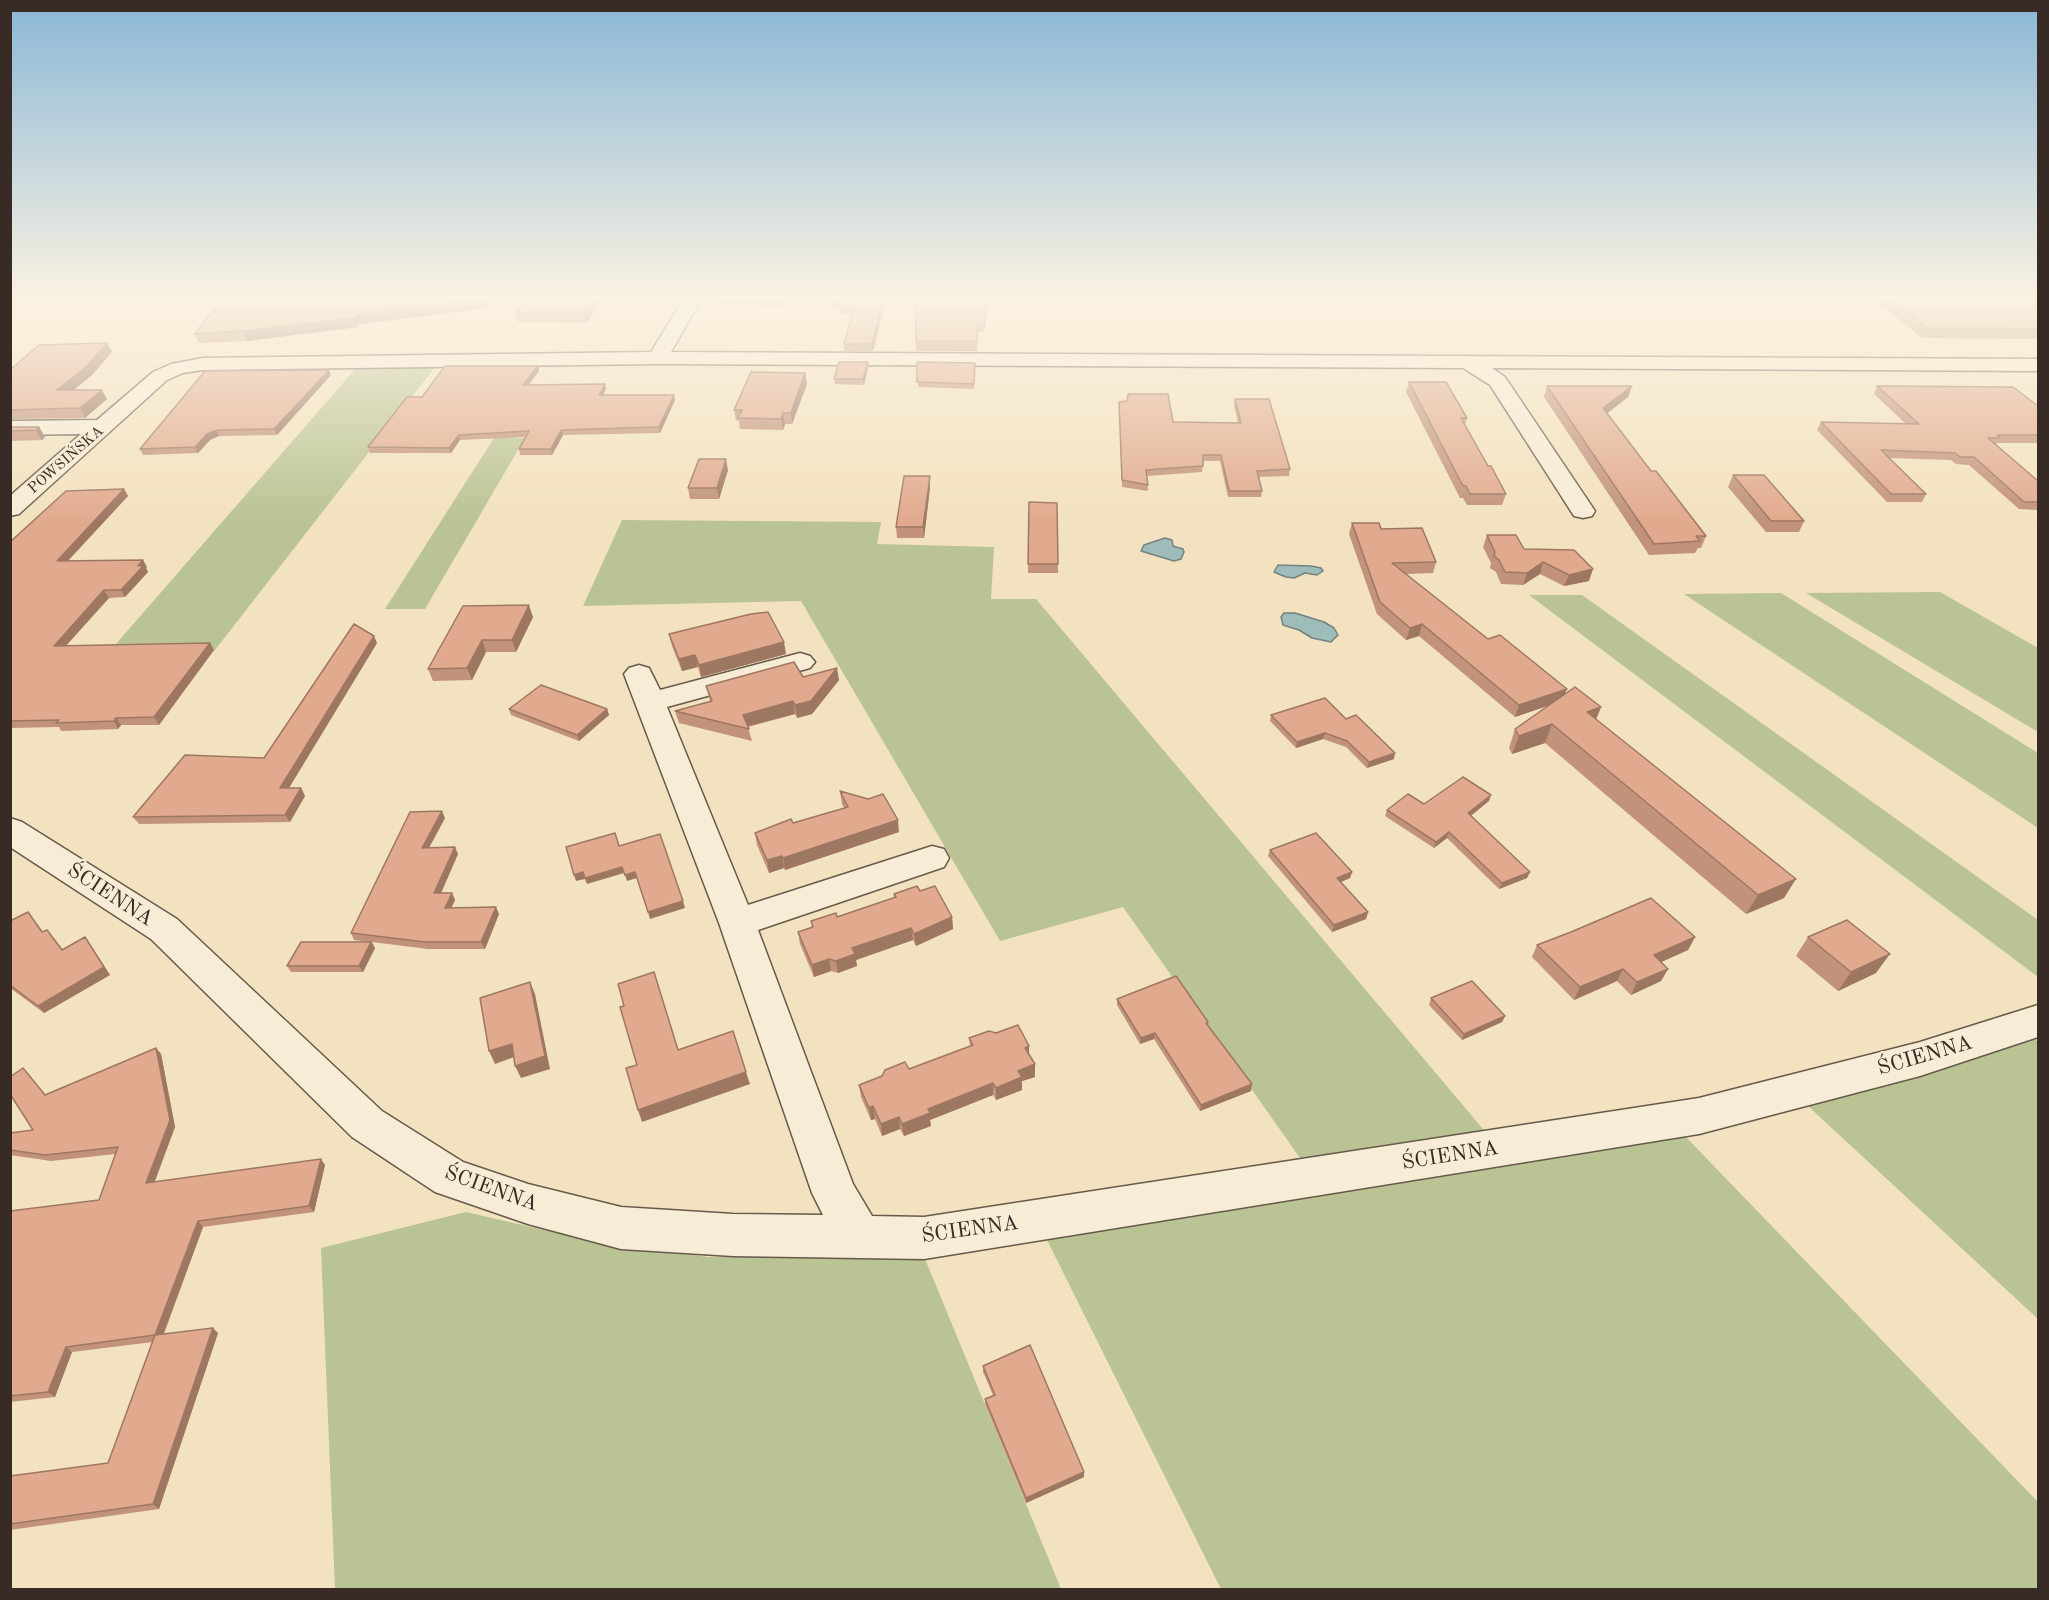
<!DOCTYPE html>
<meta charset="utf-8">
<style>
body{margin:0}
#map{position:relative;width:2049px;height:1600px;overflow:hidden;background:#f3e2bf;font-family:"Old Standard TT",serif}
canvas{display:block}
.frame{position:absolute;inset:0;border:12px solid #382b26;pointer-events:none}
</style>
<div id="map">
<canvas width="2049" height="1600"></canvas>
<div class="frame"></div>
</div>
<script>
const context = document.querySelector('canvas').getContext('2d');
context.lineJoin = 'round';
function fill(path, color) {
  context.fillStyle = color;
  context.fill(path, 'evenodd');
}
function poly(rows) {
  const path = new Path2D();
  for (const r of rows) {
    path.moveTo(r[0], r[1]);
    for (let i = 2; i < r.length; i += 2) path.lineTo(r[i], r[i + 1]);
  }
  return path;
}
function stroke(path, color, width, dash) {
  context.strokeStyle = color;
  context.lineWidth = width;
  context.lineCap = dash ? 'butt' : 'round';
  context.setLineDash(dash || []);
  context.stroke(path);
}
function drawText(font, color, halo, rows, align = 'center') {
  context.font = font + ' "Old Standard TT",serif';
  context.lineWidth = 5;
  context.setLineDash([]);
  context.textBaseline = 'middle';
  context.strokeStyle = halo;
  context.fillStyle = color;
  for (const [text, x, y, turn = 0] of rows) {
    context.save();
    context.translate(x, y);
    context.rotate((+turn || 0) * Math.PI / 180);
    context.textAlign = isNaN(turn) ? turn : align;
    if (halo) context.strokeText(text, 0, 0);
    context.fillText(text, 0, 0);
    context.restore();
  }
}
fill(poly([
 [436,366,215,650,109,652,357,367],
 [494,438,525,438,425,609,385,609],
 [622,520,881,522,877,544,994,547,991,599,1036,599,1488,1135,1305,1165,1123,907,1000,941,801,601,583,606],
 [1940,592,2038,648,2038,732,1806,593],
 [1781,593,2038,753,2038,828,1684,594],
 [1529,595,1582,595,2038,920,2038,977],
 [2032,1036,2038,1042,2038,1319,1808,1106,1932,1073],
 [1682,1133,2038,1502,2038,1589,1221,1589,1045,1236],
 [466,1212,596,1242,708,1257,923,1254,1061,1589,335,1589,321,1248]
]), '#b9c393');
const water = poly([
 [1165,538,1172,540,1173,546,1183,549,1184,552,1181,559,1174,561,1141,551,1144,545,1165,538],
 [1278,565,1311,566,1321,568,1323,571,1317,575,1305,573,1294,578,1286,577,1274,572,1278,565],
 [1284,613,1295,613,1324,622,1334,628,1338,635,1331,642,1312,638,1299,630,1283,625,1281,617,1284,613]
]);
fill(water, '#9ebcba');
stroke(water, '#75827f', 1.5);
const minor = poly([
 [684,298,702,298,671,352,2038,359,2038,371,1492,368,1505,377,1595,511,1592,516,1583,518,1574,516,1490,385,1463,368,657,364,203,370,183,373,167,380,19,514,10,516,10,496,81,434,10,435,10,421,97,420,153,372,171,364,203,358,651,352,684,298],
 [800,653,810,656,815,662,810,668,667,707,748,905,932,846,944,849,949,858,944,867,758,930,853,1184,872,1216,924,1217,1699,1098,1920,1042,2038,1005,2038,1037,1920,1076,1699,1134,924,1259,733,1256,621,1249,528,1224,435,1192,352,1137,151,939,10,847,10,818,22,822,177,919,382,1111,463,1162,528,1184,621,1207,733,1214,823,1215,812,1193,719,923,624,674,629,668,639,665,649,668,660,690,800,653]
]);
stroke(minor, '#67594c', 3);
fill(minor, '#f7ecd5');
fill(poly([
 [527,298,603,298,587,323,518,322,515,313],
 [720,298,790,298,786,306,719,305,718,300],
 [834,298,880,298,879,302,883,302,884,308,873,351,844,351,844,344,852,314,840,314,839,307,834,307,833,301],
 [952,298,989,298,984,332,978,332,977,351,916,351,915,301,951,301],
 [1874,298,2038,298,2038,339,1922,338,1878,303,1878,301],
 [489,308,359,324,359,327,247,341,199,343,194,334],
 [107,343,112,352,92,375,74,390,107,399,85,418,10,419,10,370],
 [917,362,975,363,974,389,918,387],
 [538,366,539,371,529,385,606,389,603,395,675,400,660,433,563,435,552,455,520,455,519,449,526,437,460,440,451,453,370,453,368,447,422,397],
 [868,367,864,385,835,384,834,379],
 [805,373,807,384,792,424,785,424,783,430,740,429,739,421,736,420,734,410],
 [331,375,277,435,219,436,210,440,198,453,143,455,140,449],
 [1409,382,1467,418,1465,425,1488,466,1506,494,1502,505,1467,505,1463,498,1460,498,1406,392],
 [1547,386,1632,386,1628,397,1607,413,1651,471,1706,536,1701,548,1698,548,1695,553,1649,555,1544,397],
 [1877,386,2038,406,2038,443,1997,443,1996,445,2038,481,2038,510,2019,509,1969,465,1956,464,1951,460,1889,458,1926,494,1922,502,1887,502,1817,430,1821,422,1906,424,1874,394],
 [1235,399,1290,469,1289,476,1258,477,1262,491,1261,497,1228,497,1220,461,1203,461,1202,472,1147,476,1148,491,1122,487,1119,402,1173,422,1238,423,1234,405],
 [10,427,39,427,45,437,42,440,10,441],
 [728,470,719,499,690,499,688,488],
 [1733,475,1804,521,1799,532,1766,532,1728,487],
 [930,488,924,538,897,538,896,527],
 [124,489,128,496,68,561,147,567,146,568,148,572,125,597,109,598,66,646,210,643,214,650,159,725,121,725,118,729,61,731,59,727,10,728,10,542],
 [1029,502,1057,503,1058,573,1028,573],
 [1352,523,1381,529,1436,562,1433,573,1406,574,1488,639,1565,695,1601,707,1596,720,1784,898,1746,914,1545,743,1512,754,1509,748,1515,729,1550,705,1515,717,1419,636,1406,640,1377,614,1349,534],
 [1487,535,1524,549,1589,581,1564,586,1540,574,1523,585,1501,584,1496,572,1490,568,1491,563,1483,547],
 [463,606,533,617,516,652,486,652,472,680,433,681,428,669],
 [669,634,786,654,701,677,698,667,682,671,672,646],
 [377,643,289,788,301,788,305,796,290,822,139,824,133,817,264,758],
 [803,677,839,680,812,714,797,718,795,714,748,727,752,741,679,723,675,711,710,701,706,686],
 [509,709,607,709,609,715,579,741,511,715],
 [1271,715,1346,719,1394,759,1367,768,1346,747,1323,739,1296,748,1270,721],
 [840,791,899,832,785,870,784,868,769,873,757,845,755,833,793,823,844,808,842,804],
 [1489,801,1471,816,1527,878,1499,889,1447,838,1434,848,1385,816,1387,810,1424,804],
 [445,818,429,848,458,854,441,893,452,893,455,900,451,908,499,914,485,949,428,949,372,942,375,948,363,972,291,972,287,966,370,942,354,940,351,933],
 [1270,850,1352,872,1350,878,1341,882,1368,912,1366,919,1332,932,1268,856],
 [920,891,952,917,953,929,916,946,913,940,856,960,857,966,838,973,831,971,814,977,800,944,798,932,812,927,811,921,837,917,894,898,894,894],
 [34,920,43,932,53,937,63,950,85,937,110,975,44,1013,10,988,10,921],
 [1695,937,1688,950,1661,962,1668,969,1661,981,1631,995,1617,981,1574,1000,1532,957,1537,945],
 [1808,937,1876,973,1838,991,1796,956],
 [1431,998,1505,1016,1502,1022,1462,1040,1429,1005],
 [1117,999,1208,1022,1208,1025,1251,1091,1200,1111,1154,1039,1140,1044,1117,1005],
 [969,1038,1029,1055,1035,1077,1022,1081,1022,1090,996,1100,993,1095,930,1120,931,1126,904,1136,900,1129,882,1136,875,1119,871,1120,861,1097,859,1085,909,1069,970,1046],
 [156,1048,161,1054,175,1127,154,1182,325,1165,314,1212,203,1227,164,1334,218,1333,159,1509,10,1530,10,1476,108,1463,153,1342,72,1352,55,1397,10,1402,10,1211,99,1200,116,1154,51,1161,10,1155,10,1133,33,1130,23,1068,46,1095],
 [983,1366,1084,1472,1084,1477,1026,1503,985,1404,985,1399,993,1395,983,1372]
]), '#c2927a');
fill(poly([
 [489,298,489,308,359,324,359,327,247,341,243,331,356,315],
 [595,298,603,298,587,323,584,313],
 [787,298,790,298,786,306,785,301],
 [987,298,989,298,984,332,984,323],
 [883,302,884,308,873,351,872,344],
 [107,343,112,352,92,375,62,399,57,390],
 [868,362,868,367,864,385,863,379],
 [538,366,539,371,524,390,523,385],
 [329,370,331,375,277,435,274,429],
 [805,373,807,384,792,424,791,413],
 [605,384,606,389,601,400,599,395],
 [1632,386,1628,397,1600,419,1603,408],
 [102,390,107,399,85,418,80,408],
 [674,395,675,400,660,433,659,427],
 [783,413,785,424,783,430,781,419],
 [39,427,45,437,42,440,36,430],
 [217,430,219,436,210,440,198,453,195,447,207,434],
 [561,430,563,435,552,455,551,449],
 [459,435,460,440,451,453,449,448],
 [726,459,728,470,719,499,717,488],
 [930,476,930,488,924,538,923,527],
 [124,489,128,496,61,568,57,561],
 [143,560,147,567,146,568,148,572,125,597,121,590],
 [1543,562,1540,574,1523,585,1527,573],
 [1593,569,1589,581,1564,586,1569,575],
 [104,590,109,598,59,653,54,646],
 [529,605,533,617,516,652,512,640],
 [1422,624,1419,636,1406,640,1410,628],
 [374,636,377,643,284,796,280,788],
 [482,640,486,652,472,680,467,668],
 [784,642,786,654,701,677,699,665],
 [210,643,214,650,159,725,154,717],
 [695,655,698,667,682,671,679,659],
 [837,668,839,680,812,714,797,718,795,705],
 [1567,689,1562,701,1515,717,1519,705],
 [793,701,795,714,745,727,743,715],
 [1601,707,1593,726,1587,712],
 [607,709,609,715,579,741,577,735],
 [116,718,121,725,118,729,114,721],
 [1552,724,1545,743,1512,754,1519,736],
 [1325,733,1323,739,1296,748,1297,742],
 [1395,753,1394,759,1367,768,1369,762],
 [301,788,305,796,290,822,285,815],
 [1491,795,1489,801,1466,819,1468,813],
 [442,811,445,818,425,855,422,848],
 [898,820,899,832,785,870,783,858],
 [1449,832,1447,838,1434,848,1436,842],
 [455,847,458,854,438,900,434,893],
 [782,856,784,868,769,873,767,860],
 [622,867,624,873,587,884,585,879,576,881,574,875,583,872],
 [635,872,637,878,627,881,625,875],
 [1352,872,1350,878,1336,884,1337,878],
 [1530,872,1527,878,1499,889,1502,883],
 [1796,879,1784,898,1746,914,1758,895],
 [452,893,455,900,448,915,445,908],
 [683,901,685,908,650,919,648,912],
 [496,907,499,914,485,949,481,942],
 [1368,912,1366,919,1332,932,1334,925],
 [952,917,953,929,916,946,914,934],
 [911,928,913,940,856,960,857,966,838,973,836,961,852,948],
 [85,937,110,975,44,1013,38,1006],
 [1695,937,1688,950,1648,968,1654,955],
 [371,942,375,948,363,972,359,966],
 [1890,954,1876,973,1838,991,1851,972],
 [829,959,831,971,814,977,812,965],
 [1623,969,1617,981,1574,1000,1580,987],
 [1668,969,1661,981,1631,995,1637,982],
 [530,982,535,994,550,1069,521,1078,515,1066],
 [1505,1016,1502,1022,1462,1040,1464,1034],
 [1155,1033,1154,1039,1140,1044,1141,1038],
 [512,1044,517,1056,495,1064,489,1051],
 [1029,1046,1029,1058,1025,1048],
 [156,1048,161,1054,175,1127,152,1189,146,1183],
 [1035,1064,1035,1077,1022,1081,1022,1090,996,1100,996,1088,1018,1071],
 [746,1072,750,1084,642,1122,638,1110],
 [993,1083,993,1095,930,1120,931,1126,904,1136,902,1124,928,1109],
 [1252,1084,1251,1091,1200,1111,1201,1105],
 [873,1106,875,1119,871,1120,869,1108],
 [899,1117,900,1129,882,1136,881,1124],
 [321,1159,325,1165,314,1212,309,1206],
 [198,1221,203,1227,161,1340,155,1335],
 [213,1328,218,1333,159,1509,153,1504],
 [66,1347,72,1352,55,1397,48,1392],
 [1084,1472,1084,1477,1026,1503,1026,1498]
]), '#9e7763');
const building = poly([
 [225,298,486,298,486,299,356,315,355,318,243,331,194,334,225,298],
 [527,298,595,298,584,313,515,313,527,298],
 [720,298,787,298,785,301,718,300,720,298],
 [834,298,878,298,877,302,883,302,872,344,844,344,854,308,839,308,841,301,833,301,834,298],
 [952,298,987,298,984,323,978,323,977,341,916,341,915,301,951,301,952,298],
 [1888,298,2038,298,2038,329,1927,328,1888,298],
 [107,343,87,366,57,390,102,390,80,408,10,410,10,370,39,345,107,343],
 [839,362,868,362,863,379,834,379,839,362],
 [917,362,975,363,974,384,917,382,917,362],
 [445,366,538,366,523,385,605,384,599,395,674,395,659,427,561,430,551,449,519,449,529,431,459,435,449,448,368,447,407,397,422,397,445,366],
 [329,370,274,429,217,430,207,434,195,447,140,449,205,371,329,370],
 [751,372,805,373,791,413,783,413,781,419,738,418,742,410,734,410,751,372],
 [1409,382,1446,382,1467,418,1461,418,1488,466,1491,466,1506,494,1470,494,1466,486,1463,486,1409,382],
 [1547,386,1632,386,1603,408,1651,471,1656,471,1706,536,1696,536,1700,541,1654,544,1547,386],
 [1877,386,2013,387,2038,406,2038,435,1997,435,2000,438,1988,438,2038,481,2038,502,2024,502,1974,457,1960,457,1955,453,1881,450,1926,494,1891,494,1821,422,1919,424,1877,386],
 [1128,394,1168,394,1173,422,1241,423,1235,399,1269,399,1290,469,1257,471,1262,491,1229,491,1221,455,1203,455,1203,466,1146,470,1148,485,1122,480,1119,402,1127,401,1128,394],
 [10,427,39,427,36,430,10,431,10,427],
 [699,459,726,459,717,488,688,488,699,459],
 [1733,475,1764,475,1804,521,1771,521,1733,475],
 [904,476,930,476,923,527,896,527,904,476],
 [124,489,57,561,143,560,138,566,144,565,121,590,104,590,54,646,210,643,154,717,116,718,114,721,56,723,59,720,10,721,10,542,66,491,124,489],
 [1029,502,1057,503,1058,564,1028,564,1029,502],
 [1352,523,1379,523,1381,529,1422,528,1436,562,1392,563,1488,639,1500,635,1567,689,1519,705,1422,624,1410,628,1380,602,1352,523],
 [1487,535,1516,535,1524,549,1574,550,1593,569,1569,575,1543,562,1527,573,1505,572,1499,560,1494,556,1495,552,1487,535],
 [529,605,512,640,482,640,467,668,428,669,463,606,529,605],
 [768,612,784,642,699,665,695,655,679,659,669,634,751,614,768,612],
 [354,624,374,636,280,788,301,788,285,815,133,817,185,755,264,758,354,624],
 [794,662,803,677,837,668,811,701,795,705,793,701,743,715,749,729,675,711,712,701,706,686,794,662],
 [541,685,607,709,577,735,509,709,541,685],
 [1575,687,1601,707,1587,712,1796,879,1758,895,1552,724,1519,736,1515,729,1575,687],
 [1325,698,1346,719,1356,715,1395,753,1369,762,1347,741,1325,733,1297,742,1271,715,1325,698],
 [1463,777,1491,795,1468,813,1530,872,1502,883,1449,832,1436,842,1387,810,1408,794,1424,804,1463,777],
 [840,791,868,799,883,794,898,820,783,858,782,856,767,860,755,833,791,819,793,823,848,807,840,791],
 [442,811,422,848,455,847,434,893,452,893,445,908,496,907,481,942,425,942,351,933,410,812,442,811],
 [615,833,619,846,660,834,683,901,648,912,635,872,625,875,622,867,585,878,583,872,574,875,566,847,615,833],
 [1316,833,1352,872,1337,878,1368,912,1334,925,1270,850,1316,833],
 [917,886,920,891,935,886,952,917,914,934,911,928,852,948,855,954,836,961,829,959,812,965,798,932,813,927,811,921,836,913,837,917,896,897,894,894,917,886],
 [1651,898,1695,937,1654,955,1668,969,1637,982,1623,969,1580,987,1537,945,1571,932,1651,898],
 [28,912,42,932,47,930,62,950,85,937,104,967,38,1006,10,985,10,921,28,912],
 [1847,920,1890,954,1851,972,1808,937,1847,920],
 [301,942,371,942,359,966,287,966,301,942],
 [654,972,678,1050,733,1031,746,1072,638,1110,626,1068,637,1065,620,1007,624,1006,618,984,654,972],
 [1176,976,1208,1022,1206,1023,1252,1084,1201,1105,1155,1033,1141,1038,1117,999,1176,976],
 [1472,981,1505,1016,1464,1034,1431,998,1472,981],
 [530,982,545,1056,515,1066,512,1044,489,1051,480,998,530,982],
 [1018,1025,1029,1046,1025,1048,1035,1064,1018,1071,1022,1077,996,1088,993,1083,928,1109,930,1113,902,1124,899,1117,881,1124,873,1106,869,1108,859,1085,882,1076,885,1070,905,1062,909,1069,973,1045,969,1038,989,1031,996,1033,1018,1025],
 [156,1048,170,1120,146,1183,321,1159,309,1206,198,1221,155,1335,66,1347,48,1392,10,1396,10,1211,99,1200,118,1147,45,1155,10,1150,10,1133,33,1130,10,1094,10,1077,23,1068,45,1095,156,1048],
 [213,1328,153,1504,10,1524,10,1476,108,1463,155,1335,213,1328],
 [1030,1345,1084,1472,1026,1498,985,1399,995,1395,983,1366,1030,1345]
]);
fill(building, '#e1aa8e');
stroke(building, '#9e7763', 1.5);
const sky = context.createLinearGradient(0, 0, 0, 522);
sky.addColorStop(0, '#8ab7d6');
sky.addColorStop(0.57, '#faf2e2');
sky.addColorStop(1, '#faf2e200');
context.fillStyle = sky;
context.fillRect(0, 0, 2049, 522);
drawText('15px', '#382b26', '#f7ecd5', [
 ["POWSIŃSKA",66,460,-41]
]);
drawText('21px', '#382b26', '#f7ecd5', [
 ["ŚCIENNA",110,895,33],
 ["ŚCIENNA",1925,1056,-16],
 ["ŚCIENNA",1450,1156,-9],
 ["ŚCIENNA",491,1189,20],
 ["ŚCIENNA",970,1230,-8]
]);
</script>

=== What you should do ===
Through the line containing "context.setLineDash(dash || []);" and no further, restate the data above word for word from its first line, leaving out pictures.

=== Response to the task ===
<!DOCTYPE html>
<meta charset="utf-8">
<style>
body{margin:0}
#map{position:relative;width:2049px;height:1600px;overflow:hidden;background:#f3e2bf;font-family:"Old Standard TT",serif}
canvas{display:block}
.frame{position:absolute;inset:0;border:12px solid #382b26;pointer-events:none}
</style>
<div id="map">
<canvas width="2049" height="1600"></canvas>
<div class="frame"></div>
</div>
<script>
const context = document.querySelector('canvas').getContext('2d');
context.lineJoin = 'round';
function fill(path, color) {
  context.fillStyle = color;
  context.fill(path, 'evenodd');
}
function poly(rows) {
  const path = new Path2D();
  for (const r of rows) {
    path.moveTo(r[0], r[1]);
    for (let i = 2; i < r.length; i += 2) path.lineTo(r[i], r[i + 1]);
  }
  return path;
}
function stroke(path, color, width, dash) {
  context.strokeStyle = color;
  context.lineWidth = width;
  context.lineCap = dash ? 'butt' : 'round';
  context.setLineDash(dash || []);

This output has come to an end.